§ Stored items
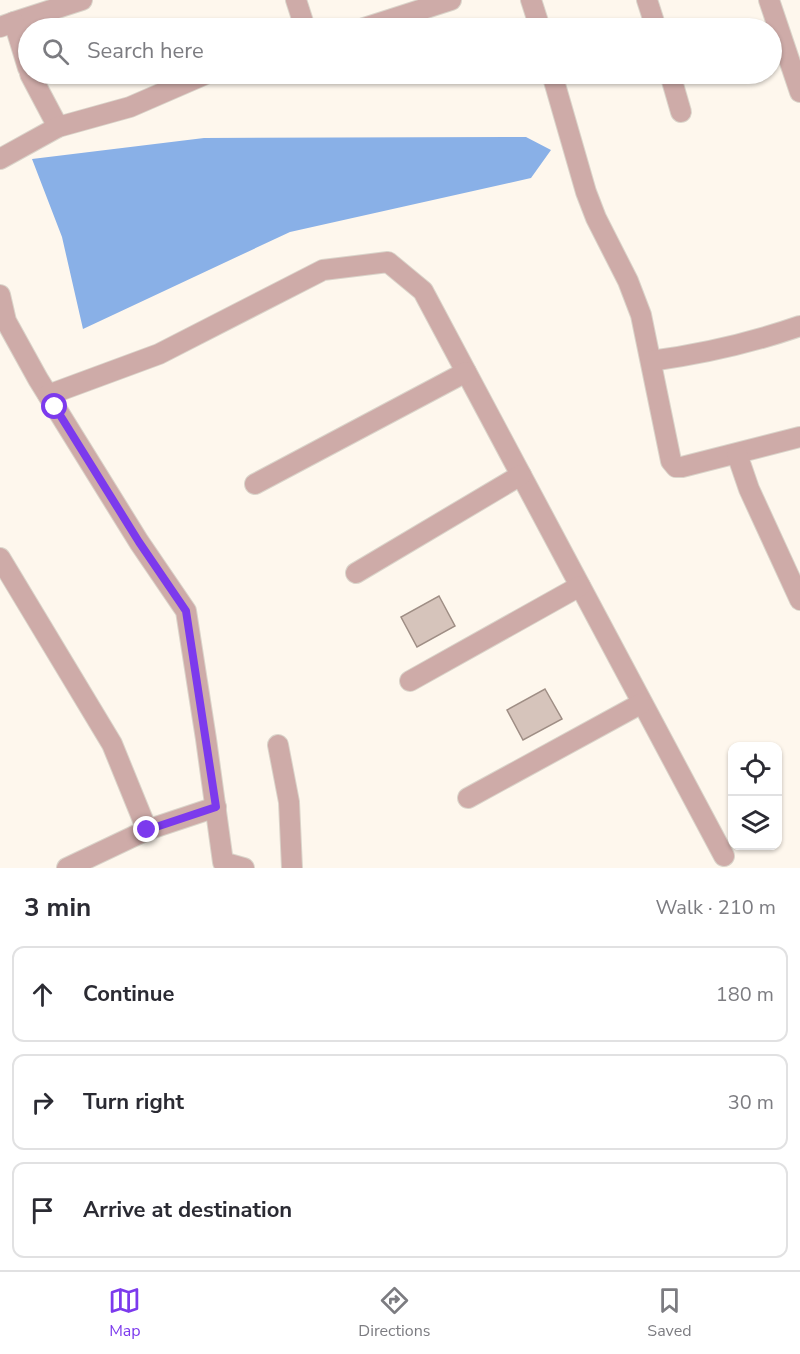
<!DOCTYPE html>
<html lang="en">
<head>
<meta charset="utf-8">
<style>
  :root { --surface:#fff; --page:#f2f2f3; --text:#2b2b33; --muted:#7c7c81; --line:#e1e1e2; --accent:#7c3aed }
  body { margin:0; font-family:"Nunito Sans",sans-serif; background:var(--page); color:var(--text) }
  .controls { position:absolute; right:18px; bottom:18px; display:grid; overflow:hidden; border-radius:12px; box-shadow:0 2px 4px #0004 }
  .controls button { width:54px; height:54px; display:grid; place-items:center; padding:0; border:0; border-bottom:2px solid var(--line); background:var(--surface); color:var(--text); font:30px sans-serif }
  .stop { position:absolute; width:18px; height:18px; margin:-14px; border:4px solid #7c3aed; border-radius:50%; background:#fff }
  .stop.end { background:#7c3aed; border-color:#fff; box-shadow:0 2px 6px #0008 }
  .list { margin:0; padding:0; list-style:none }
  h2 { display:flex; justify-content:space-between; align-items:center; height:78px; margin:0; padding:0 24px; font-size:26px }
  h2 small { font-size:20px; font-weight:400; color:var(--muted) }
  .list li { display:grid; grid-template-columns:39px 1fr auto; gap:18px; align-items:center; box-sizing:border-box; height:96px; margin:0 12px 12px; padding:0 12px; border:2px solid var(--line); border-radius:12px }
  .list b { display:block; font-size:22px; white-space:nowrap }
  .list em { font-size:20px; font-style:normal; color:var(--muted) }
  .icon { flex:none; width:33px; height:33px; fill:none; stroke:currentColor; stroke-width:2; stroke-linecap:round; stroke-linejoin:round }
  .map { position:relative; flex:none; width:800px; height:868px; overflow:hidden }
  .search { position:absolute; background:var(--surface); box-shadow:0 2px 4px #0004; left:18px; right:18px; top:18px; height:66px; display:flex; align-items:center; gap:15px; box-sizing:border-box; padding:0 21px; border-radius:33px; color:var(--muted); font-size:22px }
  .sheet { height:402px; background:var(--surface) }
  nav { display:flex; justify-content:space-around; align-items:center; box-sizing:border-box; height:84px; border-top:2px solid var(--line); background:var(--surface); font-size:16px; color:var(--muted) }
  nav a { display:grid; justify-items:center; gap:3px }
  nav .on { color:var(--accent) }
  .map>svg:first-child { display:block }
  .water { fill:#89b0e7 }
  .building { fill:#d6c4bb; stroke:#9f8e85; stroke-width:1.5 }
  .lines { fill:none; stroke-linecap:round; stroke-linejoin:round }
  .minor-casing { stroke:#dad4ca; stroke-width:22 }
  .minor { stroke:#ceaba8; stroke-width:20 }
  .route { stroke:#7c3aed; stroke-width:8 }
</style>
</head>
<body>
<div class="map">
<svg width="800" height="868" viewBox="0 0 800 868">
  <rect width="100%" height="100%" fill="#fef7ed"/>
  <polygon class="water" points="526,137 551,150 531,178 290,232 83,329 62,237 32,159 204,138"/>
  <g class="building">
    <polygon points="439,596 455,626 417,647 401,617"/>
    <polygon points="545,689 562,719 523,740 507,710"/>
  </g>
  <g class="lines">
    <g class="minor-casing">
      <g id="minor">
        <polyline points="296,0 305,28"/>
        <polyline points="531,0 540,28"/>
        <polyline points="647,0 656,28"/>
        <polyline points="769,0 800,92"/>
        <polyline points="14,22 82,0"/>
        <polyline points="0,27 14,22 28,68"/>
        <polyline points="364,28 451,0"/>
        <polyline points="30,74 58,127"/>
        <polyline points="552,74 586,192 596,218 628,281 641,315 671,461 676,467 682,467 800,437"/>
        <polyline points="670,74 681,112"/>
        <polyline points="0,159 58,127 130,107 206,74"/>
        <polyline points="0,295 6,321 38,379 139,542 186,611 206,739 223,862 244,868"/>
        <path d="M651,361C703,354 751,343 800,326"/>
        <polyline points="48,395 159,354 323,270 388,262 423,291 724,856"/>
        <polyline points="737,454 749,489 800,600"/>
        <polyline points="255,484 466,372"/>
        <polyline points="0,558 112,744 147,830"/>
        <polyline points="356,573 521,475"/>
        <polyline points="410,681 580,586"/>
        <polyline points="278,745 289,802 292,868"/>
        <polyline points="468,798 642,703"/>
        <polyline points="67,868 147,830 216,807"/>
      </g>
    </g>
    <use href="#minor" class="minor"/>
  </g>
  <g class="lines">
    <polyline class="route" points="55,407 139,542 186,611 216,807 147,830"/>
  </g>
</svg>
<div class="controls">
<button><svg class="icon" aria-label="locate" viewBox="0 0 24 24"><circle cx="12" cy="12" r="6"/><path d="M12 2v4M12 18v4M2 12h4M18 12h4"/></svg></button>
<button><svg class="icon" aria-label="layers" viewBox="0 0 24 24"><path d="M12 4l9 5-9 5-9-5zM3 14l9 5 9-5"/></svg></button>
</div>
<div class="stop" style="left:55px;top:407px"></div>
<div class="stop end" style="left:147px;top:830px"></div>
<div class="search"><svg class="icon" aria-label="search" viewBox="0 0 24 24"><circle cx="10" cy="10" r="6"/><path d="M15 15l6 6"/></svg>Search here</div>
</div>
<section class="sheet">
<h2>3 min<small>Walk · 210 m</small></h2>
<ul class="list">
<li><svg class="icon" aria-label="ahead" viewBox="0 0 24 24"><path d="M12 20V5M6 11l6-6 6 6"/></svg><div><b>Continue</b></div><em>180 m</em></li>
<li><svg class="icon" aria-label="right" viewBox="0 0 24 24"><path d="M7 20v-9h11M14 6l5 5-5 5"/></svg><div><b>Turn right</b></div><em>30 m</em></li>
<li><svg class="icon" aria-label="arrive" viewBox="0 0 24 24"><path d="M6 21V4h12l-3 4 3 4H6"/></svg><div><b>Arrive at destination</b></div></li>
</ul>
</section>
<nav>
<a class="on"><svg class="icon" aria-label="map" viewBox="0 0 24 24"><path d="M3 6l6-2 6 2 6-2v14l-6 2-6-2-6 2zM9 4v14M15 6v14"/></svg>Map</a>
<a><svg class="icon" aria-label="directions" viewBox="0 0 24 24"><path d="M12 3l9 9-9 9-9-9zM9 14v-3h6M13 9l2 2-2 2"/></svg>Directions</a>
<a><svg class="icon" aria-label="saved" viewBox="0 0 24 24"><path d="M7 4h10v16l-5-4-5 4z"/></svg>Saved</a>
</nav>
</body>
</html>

§ Task goal
Leave out any pictures, please, and quote only the lines from the top of the data through the line that contains "--surface:#fff; --page:#f2f2f3; --text:#2b2b33;".

§ Response to the task
<!DOCTYPE html>
<html lang="en">
<head>
<meta charset="utf-8">
<style>
  :root { --surface:#fff; --page:#f2f2f3; --text:#2b2b33; --muted:#7c7c81; --line:#e1e1e2; --accent:#7c3aed }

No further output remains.